Who Get's to Decide?

You want what is best for your parents, and you worry that they need additional help.  Your parents believe that they’re managing just fine on their own.

So, Who decides?


First of all, you need to consider whether your parents are cognitively well and capable of making sound decisions.  A “sound decision” is not necessarily a decision you agree with—two people of sound mind can arrive at different decisions!

 

 

Capacity to make decisions is based upon someone’s ability to understand the choices with which they are faced, and the consequences of their decisions. 

 

For example, as an adult with capacity, you are aware that your chance of winning the lottery is very limited, and yet you choose to spend your hard earned money on a lottery ticket. Someone could say that is an unwise decision because the consequences are not in your favour; however, you understand the risk involved and the likelihood that you will not win.  The reason that minors are not permitted to gamble is that they do not fully understand the consequences of their decisions.  As a capable adult, you are permitted to make decisions that others might judge to be unwise, but it is your prerogative to do so.


Your parents have the same right.  If they have the capacity—meaning they understand their options, and they understand the risk associated with those options—they are entitled to make decisions. 

 

My parents won’t face reality — they won’t decide anything!

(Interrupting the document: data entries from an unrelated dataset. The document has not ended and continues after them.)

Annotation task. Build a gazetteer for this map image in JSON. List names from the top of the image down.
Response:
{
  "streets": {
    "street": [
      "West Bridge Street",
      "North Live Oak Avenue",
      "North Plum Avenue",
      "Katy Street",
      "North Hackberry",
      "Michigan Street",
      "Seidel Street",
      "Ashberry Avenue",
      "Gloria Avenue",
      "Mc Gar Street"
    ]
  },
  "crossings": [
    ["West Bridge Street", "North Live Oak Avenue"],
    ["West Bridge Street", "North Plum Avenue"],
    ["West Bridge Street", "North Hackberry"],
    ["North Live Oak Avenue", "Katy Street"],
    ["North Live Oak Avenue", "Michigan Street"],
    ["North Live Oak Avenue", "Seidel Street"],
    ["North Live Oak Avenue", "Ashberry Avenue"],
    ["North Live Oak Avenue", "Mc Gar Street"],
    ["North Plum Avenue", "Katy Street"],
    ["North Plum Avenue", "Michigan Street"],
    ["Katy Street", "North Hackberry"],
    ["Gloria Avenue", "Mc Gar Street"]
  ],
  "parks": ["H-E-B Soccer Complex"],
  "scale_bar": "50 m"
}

While it might appear that your parents aren’t planning because they aren’t changing anything, they might just be sticking with the status quo because they aren’t aware of all possible options.  You feel that your parents require more help—have you suggested various sources or types of assistance?


It is possible that your parents view the decision as a dichotomy—living at home and “getting by” as they always have, versus complete institutionalization in a nursing home.  While these may be two possible options, there is a myriad of other options that fall somewhere in between!

 

Help educate your parents on some of the options for assistance that won’t feel like such extremes.  If your parents are cognitively well, it is their right to choose the type of care that they feel will best meet their current needs. 

 

Engaging your parents in the research and ensuring that they feel in charge of their own decisions will ease the process.  When your parents realize that you’re not just trying to force them out of their beloved home (as so many seniors fear!), they might be more open to alternate care options.

 

To start your research journey, you can learn about some homecare options that emphasize health and wellness.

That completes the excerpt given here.